Haemostasis Flashcards
What is the normal response to injury to the endothelail cell lining?
vessel constriction -> formation of unstable platelet plug (platelet adhesion and aggregation) -> stabilisation of plug with fibrin (blood coagulation) -> dissolution of clot and vessel repair
What are the functions of the endothelium?
Maintain barrier between blood and tissue factor.
Synthesis – PGI2, thrombomodulin, vWF, plasminogen activators
How are platelets created?
stem cell precursors -> megakaryocytes -> megakaryocytes mature and granulate -> megakaryocytes produce ~4000 platelets.
What is the circulating lifespan of a platelet?
around 10 days
What are some ultrastructure features of a platelet?
Dense granules alpha-granules thrombin receptors surface glycoproteins (Glp1a, Glp1b, Glp2b/3a) phospholipid membrane microtubules and actomysin
What are the roles of platelets?
haemostastis and thrombosis cancer atherosclerosis infection inflammation
What happens in platelet adhesion?
- vessel damage exposes collagen
- vWF binds to collagen and undergoes structural change into linear shape exposing binding sides
- circulating platelets bind to Glp1a on vWF
- platelets can directly bind to collagen via GPV1 and a2b1 (but only under low shear stress - not arteies/capillaries)
- interaction of platelts and collagen -> platelet activation -> conformation change and degranulation -> release of ADP and thromboxane
What happens in platelet aggregation?
- activated platelets (a2bB3) recruit additional platelets
- a2bB3 also binds fibrinogen -> platelet plug
What happens during blood coagulation?
tissue damage causes tissue factor to bind to factor 7a
factor 7a binds to cell surface (using gla domain)
F12->12a
F11-11a
7a catalyses F9->9a
F10->10a (9a and 7a and Ca2+)
*7a cleaves 9 and 10 - removes activation peptide-> 9a and 10a
factor 10a converts prothrombin (F2)-> thrombin (very inefficient)
thrombin cleaves F8->8a (8a is cofactor for 9a)
F8a/9a complex activates much more factor 10a
F5a (also activated by thrombin) forms complex with 10a produces much more thrombin
fibrinogen -> fibrin
What are Gla domains?
vitamin k dependent proteins
contain 9-11 gamma-carboxylic acid residues
bind 6/7 Ca2+ ions -> structural transition which allows it to bind to negatively charged phospholipid cell/ platelet cell
Where are clotting factors, fibrinolytic factors and inhibitors synthesised?
Liver - Most coagulation proteins.
Endothelial cells - vWF
Megakaryocytes - vWF, Factor V
What happens once a clot has formed?
Tissue factor pathway inhibitor (TFPI) binds/inactivates TF-F7a complex (but very low concentration of TFPI)
Protein C pathway
- activated by thrombin-thrombomodulin (on endothelial cells) complex
- chops up F5a and 8a (co factors) -> no more clotting
antithrombin inhibits F9a, 10a and 2a (thrombin)
how do warfarin and heparin work?
Warfarin
- In the liver, vitamin K mediates production of factors II, VII, IX and X which have extra carboxyl groups on
- The extra carboxyl groups (gamma-carboxyglutamic acid) allow the clotting factors to adhere to platelet membrane PLs
- Warfarin inhibits vitamin K epoxide reductase and thus reduces creation of secreted clotting factors - reduces the clotting factors that bind to platelet PLs (phospholipids)

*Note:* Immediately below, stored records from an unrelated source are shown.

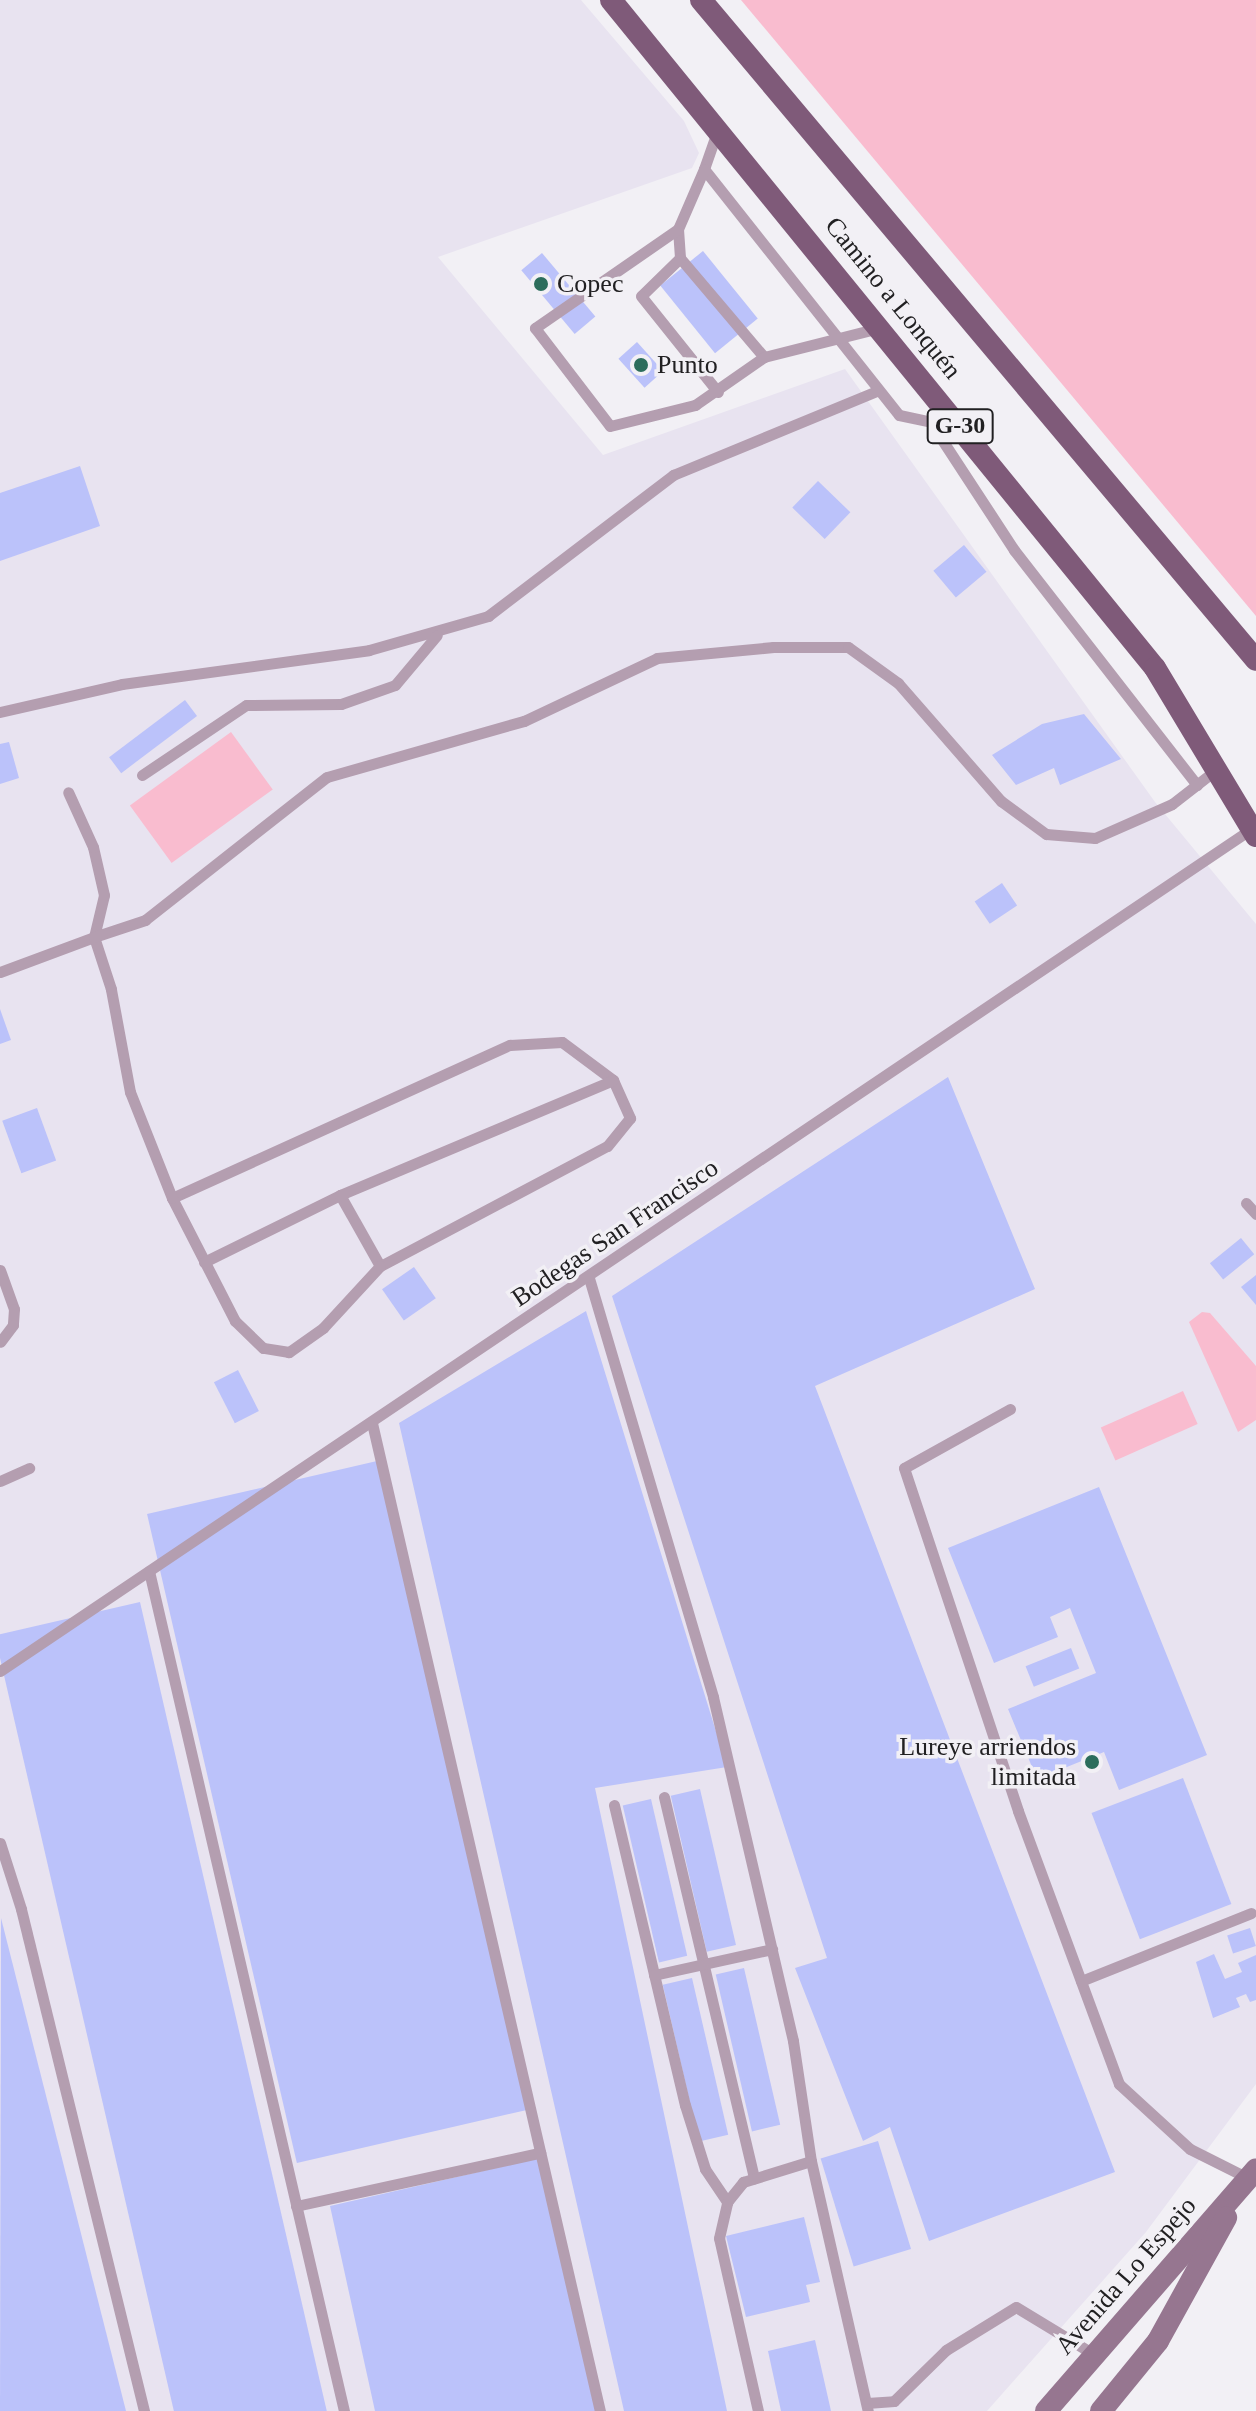 <!DOCTYPE html>
<html>
<head>
<meta charset="utf-8">
<style>
  body { margin:0 }
  #map { position:relative; width:1256px; height:2411px; overflow:hidden; background:#f2f0f5; font-family:Georgia,serif }
  div>[style] { position:absolute }
  [style*='--x'] { left:calc(var(--x)*1px); top:calc(var(--y)*1px); width:calc(var(--w)*1px); rotate:calc(var(--a)*1deg) }
  .built>* { inset:0; background:#e8e3f0 }
  .green>* { inset:0; background:#f9bccf; transform-origin:0 0 }
  .building>* { inset:0; background:#bbc2fa; transform-origin:0 0 }
  .service>* { height:11px; margin:-5.5px; padding:0 5.5px; transform-origin:5.5px; border-radius:5.5px; background:#b49eb0 }
  .secondary>* { height:22px; margin:-11px; padding:0 11px; transform-origin:11px; border-radius:11px; background:#967690 }
  .primary>* { height:22px; margin:-11px; padding:0 11px; transform-origin:11px; border-radius:11px; background:#7f5a79 }
  .dots>* { width:22px; height:22px; translate:-50% -50%; box-sizing:border-box; border:4px solid #f2f0f5; border-radius:50% }
  span { translate:-50% -50%; white-space:nowrap; text-align:center; line-height:1.15; -webkit-text-stroke:7px #f2f0f5; paint-order:stroke }
  .shield-label span { padding:2px 6px; background:#f2f0f5; border:2px solid; border-radius:6px; -webkit-text-stroke-width:0 }
  .shield-label { font-size:24px; color:#212022; font-weight:700 }
  .poi-label { font-size:26px; color:#212022 }
  .left { translate:0 -50%; text-align:left }
  .right { translate:-100% -50%; text-align:right }
  .street-label { font-size:26px; color:#212022 }
</style>
</head>
<body>
<div id="map">
  <div class="built">
    <div style="clip-path:polygon(0 0,581px 0,684px 121px,699px 153px,692px 168px,438px 257px,603px 455px,845px 369px,1155px 802px,1256px 924px,1256px 2084px,1146px 2232px,987px 2411px,0 2411px)"></div>
  </div>
  <div class="green">
    <div style="clip-path:polygon(741px 0,1256px 0,1256px 616px)"></div>
    <div style="left:231px;top:732px;width:71px;height:125px;rotate:54deg"></div>
    <div style="clip-path:polygon(1202px 1312px,1210px 1313px,1256px 1366px,1256px 1420px,1238px 1432px,1189px 1322px)"></div>
    <div style="left:1183px;top:1391px;width:36px;height:90px;rotate:66deg"></div>
  </div>
  <div class="building">
    <div style="left:703px;top:251px;width:87px;height:55px;rotate:51deg"></div>
    <div style="left:542px;top:253px;width:83px;height:27px;rotate:50deg"></div>
    <div style="left:637px;top:342px;width:39px;height:25px;rotate:48deg"></div>
    <div style="clip-path:polygon(80px 466px,100px 526px,0 561px,0 493px)"></div>
    <div style="left:818px;top:481px;width:45px;height:37px;rotate:44deg"></div>
    <div style="left:964px;top:545px;width:35px;height:40px;rotate:50deg"></div>
    <div style="left:185px;top:700px;width:20px;height:95px;rotate:53deg"></div>
    <div style="clip-path:polygon(1084px 714px,1121px 759px,1060px 785px,1054px 768px,1016px 785px,992px 755px,1042px 724px)"></div>
    <div style="clip-path:polygon(9px 742px,19px 778px,0 784px,0 744px)"></div>
    <div style="left:1002px;top:883px;width:27px;height:33px;rotate:56deg"></div>
    <div style="clip-path:polygon(0 1009px,11px 1040px,0 1044px)"></div>
    <div style="clip-path:polygon(948px 1077px,1035px 1289px,815px 1386px,1115px 2172px,929px 2241px,890px 2127px,863px 2141px,795px 1968px,827px 1958px,612px 1296px)"></div>
    <div style="left:37px;top:1108px;width:56px;height:37px;rotate:70deg"></div>
    <div style="left:1241px;top:1238px;width:21px;height:40px;rotate:51deg"></div>
    <div style="left:414px;top:1267px;width:38px;height:39px;rotate:55deg"></div>
    <div style="clip-path:polygon(1256px 1275px,1256px 1305px,1241px 1287px)"></div>
    <div style="clip-path:polygon(586px 1311px,727px 1767px,595px 1788px,727px 2411px,624px 2411px,399px 1423px)"></div>
    <div style="left:238px;top:1370px;width:46px;height:27px;rotate:63deg"></div>
    <div style="left:377px;top:1461px;width:666px;height:236px;rotate:77deg"></div>
    <div style="clip-path:polygon(1099px 1487px,1207px 1755px,1119px 1790px,1104px 1752px,1037px 1779px,1008px 1709px,1096px 1673px,1070px 1608px,1050px 1617px,1058px 1637px,994px 1663px,948px 1548px)"></div>
    <div style="left:140px;top:1602px;width:832px;height:149px;rotate:77deg"></div>
    <div style="left:1071px;top:1648px;width:22px;height:49px;rotate:68deg"></div>
    <div style="left:1183px;top:1778px;width:135px;height:98px;rotate:69deg"></div>
    <div style="left:700px;top:1789px;width:160px;height:30px;rotate:77deg"></div>
    <div style="left:651px;top:1799px;width:161px;height:29px;rotate:77deg"></div>
    <div style="clip-path:polygon(1px 1918px,126px 2411px,0 2411px)"></div>
    <div style="left:1250px;top:1928px;width:19px;height:24px;rotate:72deg"></div>
    <div style="clip-path:polygon(1214px 1954px,1225px 1979px,1242px 1972px,1238px 1963px,1256px 1955px,1256px 2000px,1250px 2002px,1246px 1994px,1236px 1998px,1240px 2007px,1213px 2018px,1196px 1962px)"></div>
    <div style="left:744px;top:1968px;width:161px;height:29px;rotate:77deg"></div>
    <div style="left:692px;top:1978px;width:161px;height:30px;rotate:77deg"></div>
    <div style="left:878px;top:2141px;width:113px;height:60px;rotate:73deg"></div>
    <div style="clip-path:polygon(539px 2158px,596px 2411px,375px 2411px,330px 2206px)"></div>
    <div style="clip-path:polygon(804px 2217px,820px 2282px,806px 2285px,810px 2302px,746px 2317px,726px 2236px)"></div>
    <div style="clip-path:polygon(815px 2340px,831px 2411px,781px 2411px,768px 2351px)"></div>
  </div>
  <div class="service">
    <div style="--x:718;--y:129;--w:42;--a:109.3"></div>
    <div style="--x:704;--y:169;--w:314;--a:51.6"></div>
    <div style="--x:899;--y:415;--w:38;--a:12"></div>
    <div style="--x:704;--y:169;--w:65;--a:113.4"></div>
    <div style="--x:678;--y:229;--w:29;--a:86"></div>
    <div style="--x:680;--y:258;--w:130;--a:49.7"></div>
    <div style="--x:764;--y:357;--w:119;--a:-14.2"></div>
    <div style="--x:678;--y:229;--w:174;--a:145.3"></div>
    <div style="--x:535;--y:328;--w:123;--a:52.6"></div>
    <div style="--x:610;--y:426;--w:88;--a:-13.9"></div>
    <div style="--x:695;--y:405;--w:84;--a:-34.8"></div>
    <div style="--x:680;--y:258;--w:54;--a:135.7"></div>
    <div style="--x:641;--y:296;--w:123;--a:51.3"></div>
    <div style="--x:931;--y:423;--w:152;--a:56.8"></div>
    <div style="--x:1014;--y:550;--w:298;--a:52.1"></div>
    <div style="--x:0;--y:712;--w:125;--a:-12.9"></div>
    <div style="--x:122;--y:684;--w:249;--a:-7.8"></div>
    <div style="--x:369;--y:650;--w:124;--a:-15.9"></div>
    <div style="--x:488;--y:616;--w:233;--a:-37.3"></div>
    <div style="--x:673;--y:475;--w:221;--a:-22.4"></div>
    <div style="--x:142;--y:775;--w:125;--a:-33.9"></div>
    <div style="--x:246;--y:705;--w:95;--a:-0.6"></div>
    <div style="--x:341;--y:704;--w:57;--a:-19.4"></div>
    <div style="--x:395;--y:685;--w:65;--a:-50"></div>
    <div style="--x:0;--y:972;--w:100;--a:-20.4"></div>
    <div style="--x:94;--y:937;--w:43;--a:-76.6"></div>
    <div style="--x:104;--y:895;--w:49;--a:-102.9"></div>
    <div style="--x:93;--y:847;--w:60;--a:-114.4"></div>
    <div style="--x:340;--y:1195;--w:81;--a:60.6"></div>
    <div style="--x:172;--y:1198;--w:371;--a:-24.4"></div>
    <div style="--x:510;--y:1045;--w:52;--a:-3.3"></div>
    <div style="--x:562;--y:1042;--w:64;--a:36.7"></div>
    <div style="--x:613;--y:1080;--w:42;--a:65.9"></div>
    <div style="--x:630;--y:1118;--w:36;--a:129"></div>
    <div style="--x:607;--y:1146;--w:257;--a:152.1"></div>
    <div style="--x:380;--y:1266;--w:84;--a:132.6"></div>
    <div style="--x:323;--y:1328;--w:42;--a:144.8"></div>
    <div style="--x:289;--y:1352;--w:26;--a:-171"></div>
    <div style="--x:263;--y:1348;--w:39;--a:-136"></div>
    <div style="--x:235;--y:1321;--w:138;--a:-117.1"></div>
    <div style="--x:172;--y:1198;--w:114;--a:-111.6"></div>
    <div style="--x:130;--y:1092;--w:105;--a:-100.5"></div>
    <div style="--x:111;--y:989;--w:55;--a:-108.1"></div>
    <div style="--x:94;--y:937;--w:54;--a:-18.4"></div>
    <div style="--x:145;--y:920;--w:231;--a:-38.2"></div>
    <div style="--x:327;--y:777;--w:205;--a:-15.9"></div>
    <div style="--x:524;--y:721;--w:147;--a:-25.3"></div>
    <div style="--x:657;--y:658;--w:117;--a:-5.4"></div>
    <div style="--x:773;--y:647;--w:75;--a:0"></div>
    <div style="--x:848;--y:647;--w:62;--a:35.8"></div>
    <div style="--x:898;--y:683;--w:157;--a:48.9"></div>
    <div style="--x:1001;--y:801;--w:56;--a:36.3"></div>
    <div style="--x:1046;--y:834;--w:49;--a:4.7"></div>
    <div style="--x:1095;--y:838;--w:84;--a:-23.8"></div>
    <div style="--x:1172;--y:804;--w:57;--a:-37.9"></div>
    <div style="--x:1246;--y:1203;--w:15;--a:48"></div>
    <div style="--x:204;--y:1262;--w:152;--a:-26.2"></div>
    <div style="--x:340;--y:1195;--w:296;--a:-22.8"></div>
    <div style="--x:0;--y:1270;--w:41;--a:70.3"></div>
    <div style="--x:14;--y:1309;--w:16;--a:94"></div>
    <div style="--x:13;--y:1325;--w:21;--a:127"></div>
    <div style="--x:589;--y:1278;--w:437;--a:73.5"></div>
    <div style="--x:713;--y:1697;--w:353;--a:76.9"></div>
    <div style="--x:793;--y:2041;--w:121;--a:81.5"></div>
    <div style="--x:811;--y:2161;--w:256;--a:77.2"></div>
    <div style="--x:1010;--y:1409;--w:121;--a:150.9"></div>
    <div style="--x:904;--y:1468;--w:361;--a:71.6"></div>
    <div style="--x:1018;--y:1811;--w:291;--a:69.7"></div>
    <div style="--x:1119;--y:2084;--w:96;--a:42.5"></div>
    <div style="--x:1190;--y:2149;--w:65;--a:26.6"></div>
    <div style="--x:372;--y:1423;--w:1014;--a:77.01"></div>
    <div style="--x:0;--y:1481;--w:32;--a:-24"></div>
    <div style="--x:149;--y:1571;--w:862;--a:76.93"></div>
    <div style="--x:0;--y:1671;--w:1508;--a:-33.94"></div>
    <div style="--x:664;--y:1797;--w:392;--a:76.7"></div>
    <div style="--x:614;--y:1805;--w:308;--a:76.7"></div>
    <div style="--x:685;--y:2105;--w:67;--a:72.6"></div>
    <div style="--x:705;--y:2169;--w:40;--a:56"></div>
    <div style="--x:0;--y:1843;--w:69;--a:72.3"></div>
    <div style="--x:21;--y:1909;--w:517;--a:76.23"></div>
    <div style="--x:654;--y:1975;--w:121;--a:-12.4"></div>
    <div style="--x:1081;--y:1981;--w:183;--a:-21.8"></div>
    <div style="--x:296;--y:2206;--w:250;--a:-12.3"></div>
    <div style="--x:867;--y:2403;--w:27;--a:-4"></div>
    <div style="--x:894;--y:2401;--w:73;--a:-44.4"></div>
    <div style="--x:946;--y:2350;--w:82;--a:-31.6"></div>
    <div style="--x:1016;--y:2307;--w:92;--a:31.3"></div>
    <div style="--x:758;--y:2411;--w:177;--a:-102.7"></div>
    <div style="--x:719;--y:2238;--w:37;--a:-77"></div>
    <div style="--x:727;--y:2202;--w:26;--a:-51"></div>
    <div style="--x:743;--y:2182;--w:71;--a:-17.2"></div>
  </div>
  <div class="secondary">
    <div style="--x:1046;--y:2411;--w:320;--a:-49"></div>
    <div style="--x:1101;--y:2411;--w:90;--a:-50.8"></div>
    <div style="--x:1158;--y:2341;--w:141;--a:-61.1"></div>
  </div>
  <div class="primary">
    <div style="--x:611;--y:0;--w:861;--a:50.84"></div>
    <div style="--x:1155;--y:668;--w:196;--a:59"></div>
    <div style="--x:701;--y:0;--w:862;--a:49.94"></div>
  </div>
  <div class="dots">
    <div style="left:541px;top:284px;background:#2c6d5c"></div>
    <div style="left:641px;top:365px;background:#2c6d5c"></div>
    <div style="left:1092px;top:1762px;background:#2c6d5c"></div>
  </div>
  <div class="shield-label">
    <span style="left:960px;top:426px">G-30</span>
  </div>
  <div class="poi-label">
    <span class="left" style="left:557px;top:284px">Copec</span>
    <span class="left" style="left:657px;top:365px">Punto</span>
    <span class="right" style="left:1076px;top:1762px">Lureye arriendos<br>limitada</span>
  </div>
  <div class="street-label">
    <span style="left:893px;top:298px;rotate:51deg">Camino a Lonquén</span>
    <span style="left:615px;top:1233px;rotate:-34deg">Bodegas San Francisco</span>
    <span style="left:1126px;top:2276px;rotate:-49deg">Avenida Lo Espejo</span>
  </div>
</div>
</body>
</html>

- Thus warfarin inhibits the platelet surface interactions as the clotting factors cannot bind to the surface with Ca2+
- Warfarin = long-term anticoagulation following venous thrombosis AND treatment of atrial fibrillation
Heparin
- binds t antithrombin and accelerates its actions by 3000x
What laboratory tests can be used to test blood coagulation?
APTT – Activated Partial Thromboplastin Time
- Initiates coagulation through F12 and detects abnormalities in INTRINSIC and COMMON pathways.
PT – Prothrombin Time.
- Initiates coagulation through tissue factor and detects abnormalities in EXTRINSIC and COMMON pathways.
TCT/TT – Thrombin Clotting Time.
- Add thrombin -> shows abnormalities in fibrinogen to fibrin conversions.